===== Information supplied =====

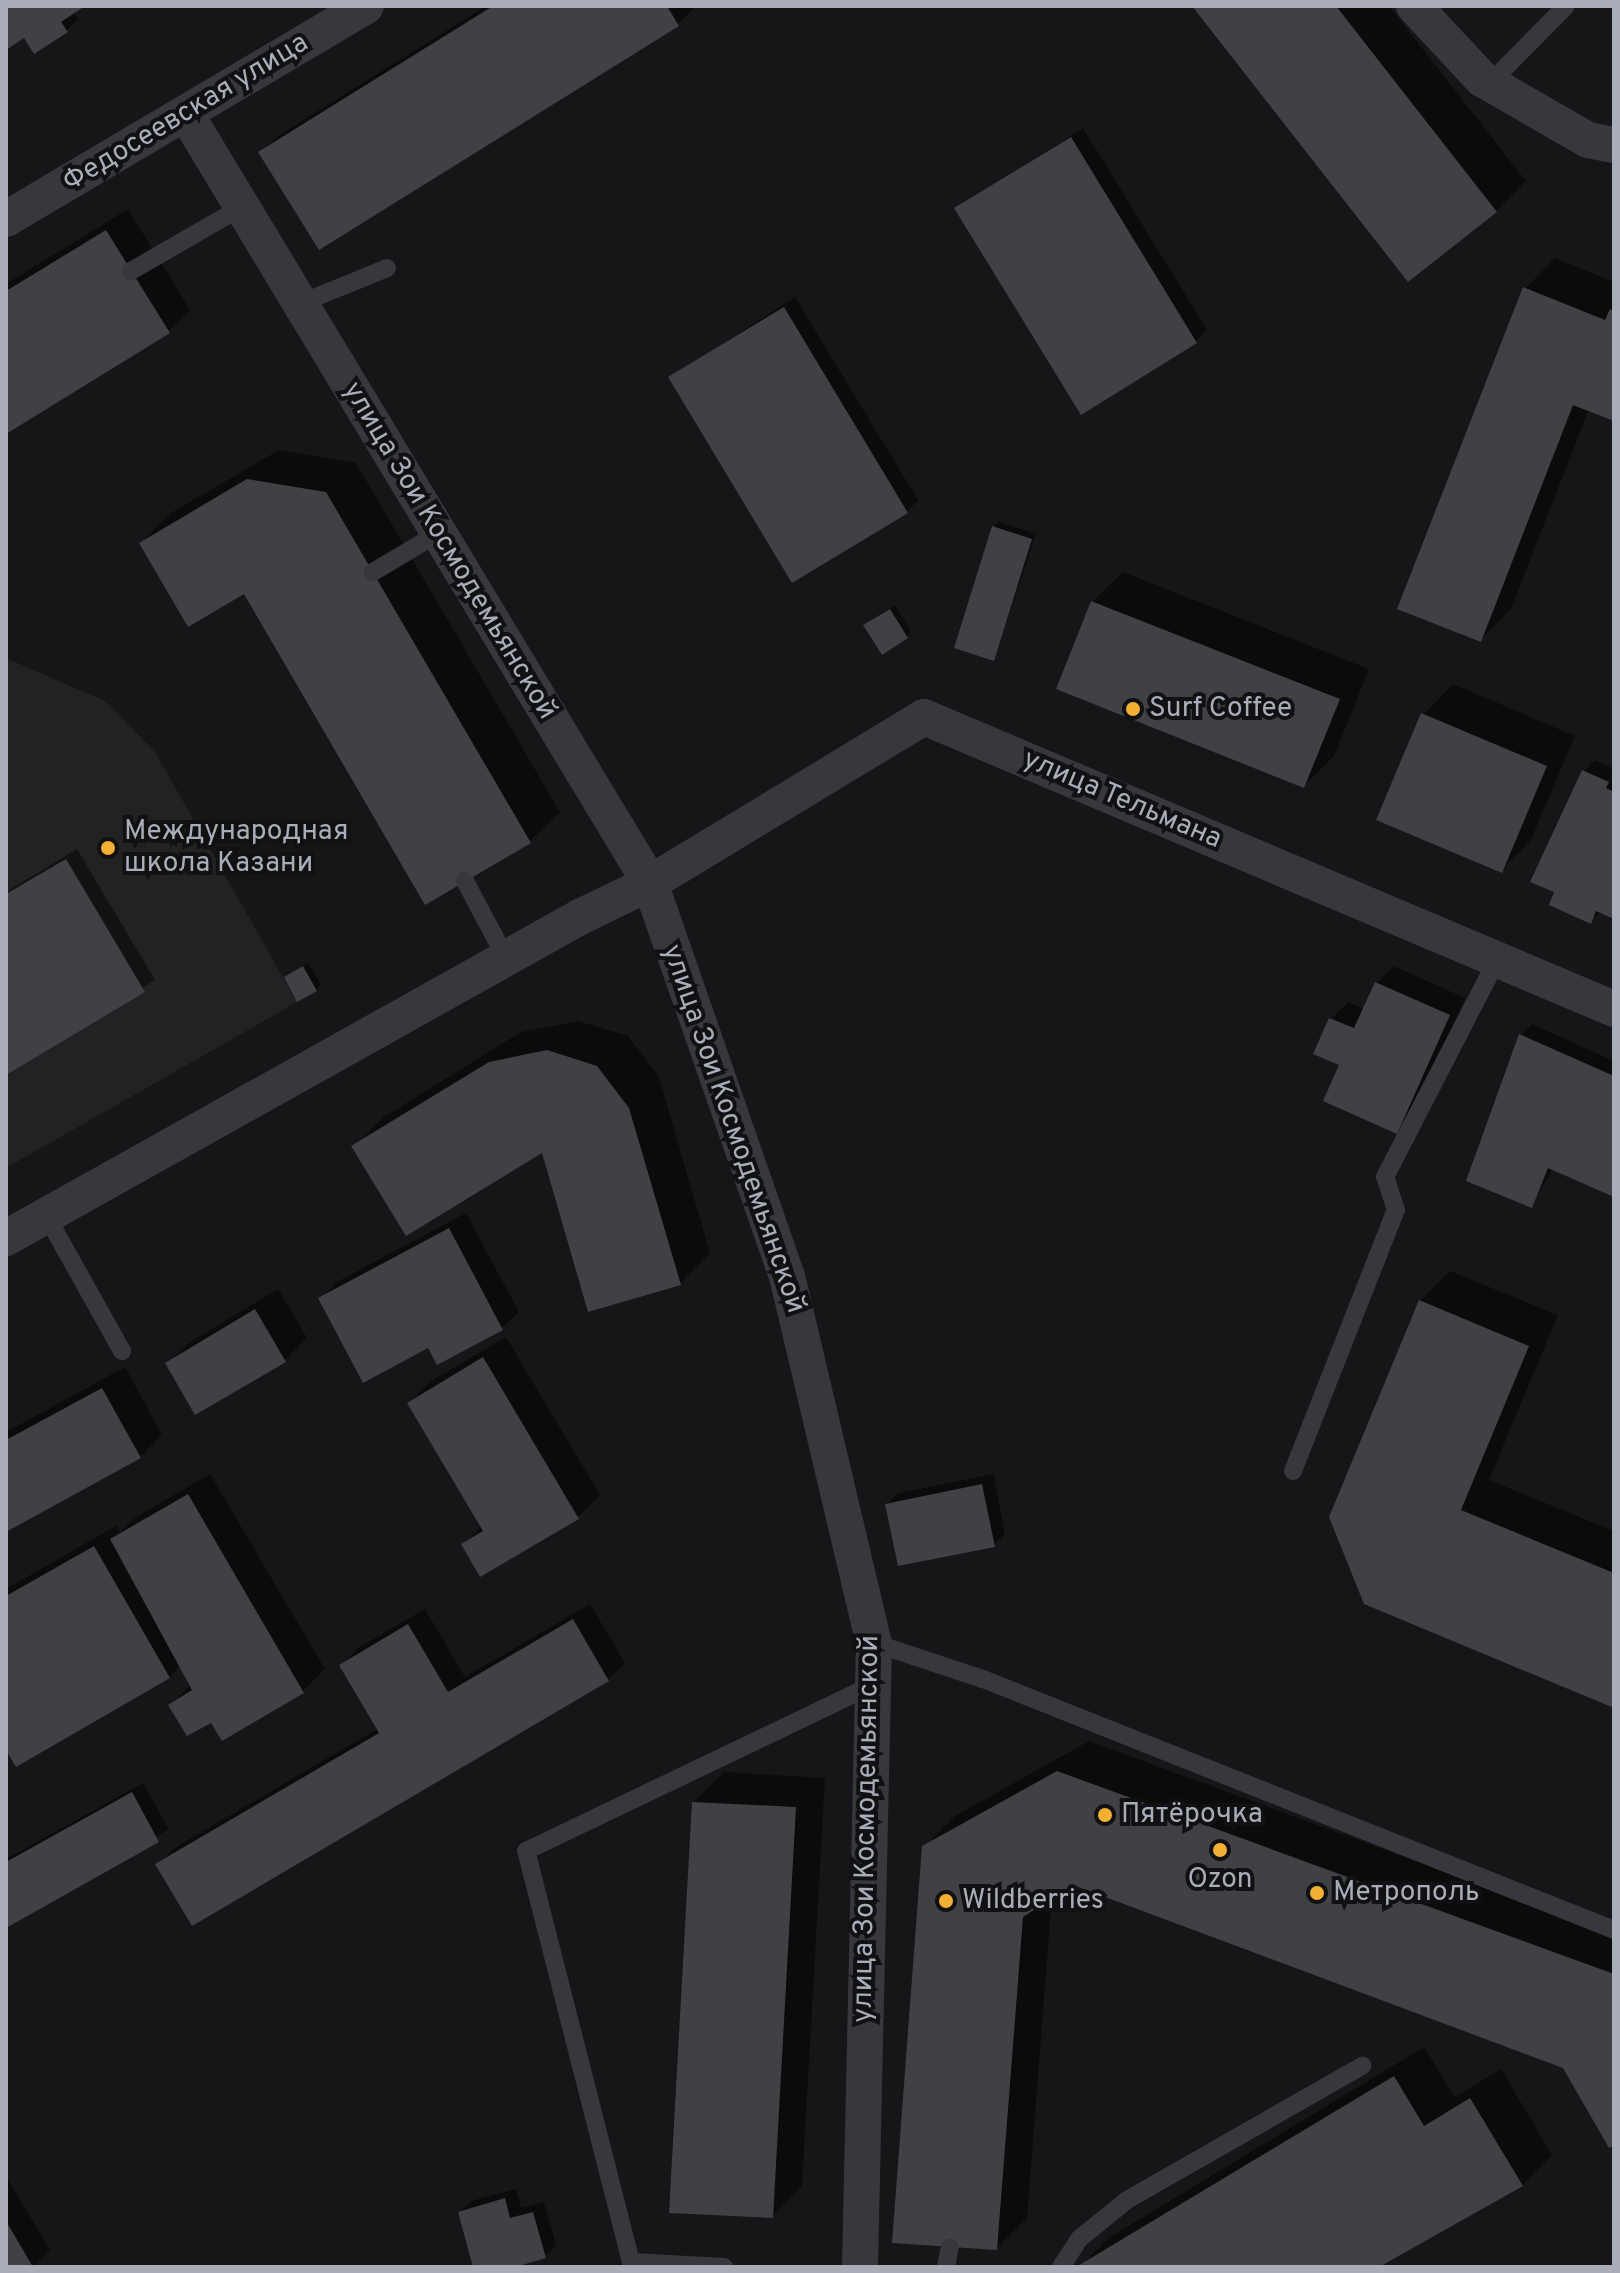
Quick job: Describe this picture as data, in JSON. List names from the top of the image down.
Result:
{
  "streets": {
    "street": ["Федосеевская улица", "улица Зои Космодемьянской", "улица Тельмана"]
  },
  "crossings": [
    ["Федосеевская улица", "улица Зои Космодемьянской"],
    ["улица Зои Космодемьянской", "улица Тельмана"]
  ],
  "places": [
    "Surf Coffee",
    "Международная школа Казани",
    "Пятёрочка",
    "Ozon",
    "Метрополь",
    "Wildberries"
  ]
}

=====

Work to complete: Every record is to be repeated exactly, and no picture is carried over.

Solution to this task:
Quick job: Describe this picture as data, in JSON. List names from the top of the image down.
Result:
{
  "streets": {
    "street": ["Федосеевская улица", "улица Зои Космодемьянской", "улица Тельмана"]
  },
  "crossings": [
    ["Федосеевская улица", "улица Зои Космодемьянской"],
    ["улица Зои Космодемьянской", "улица Тельмана"]
  ],
  "places": [
    "Surf Coffee",
    "Международная школа Казани",
    "Пятёрочка",
    "Ozon",
    "Метрополь",
    "Wildberries"
  ]
}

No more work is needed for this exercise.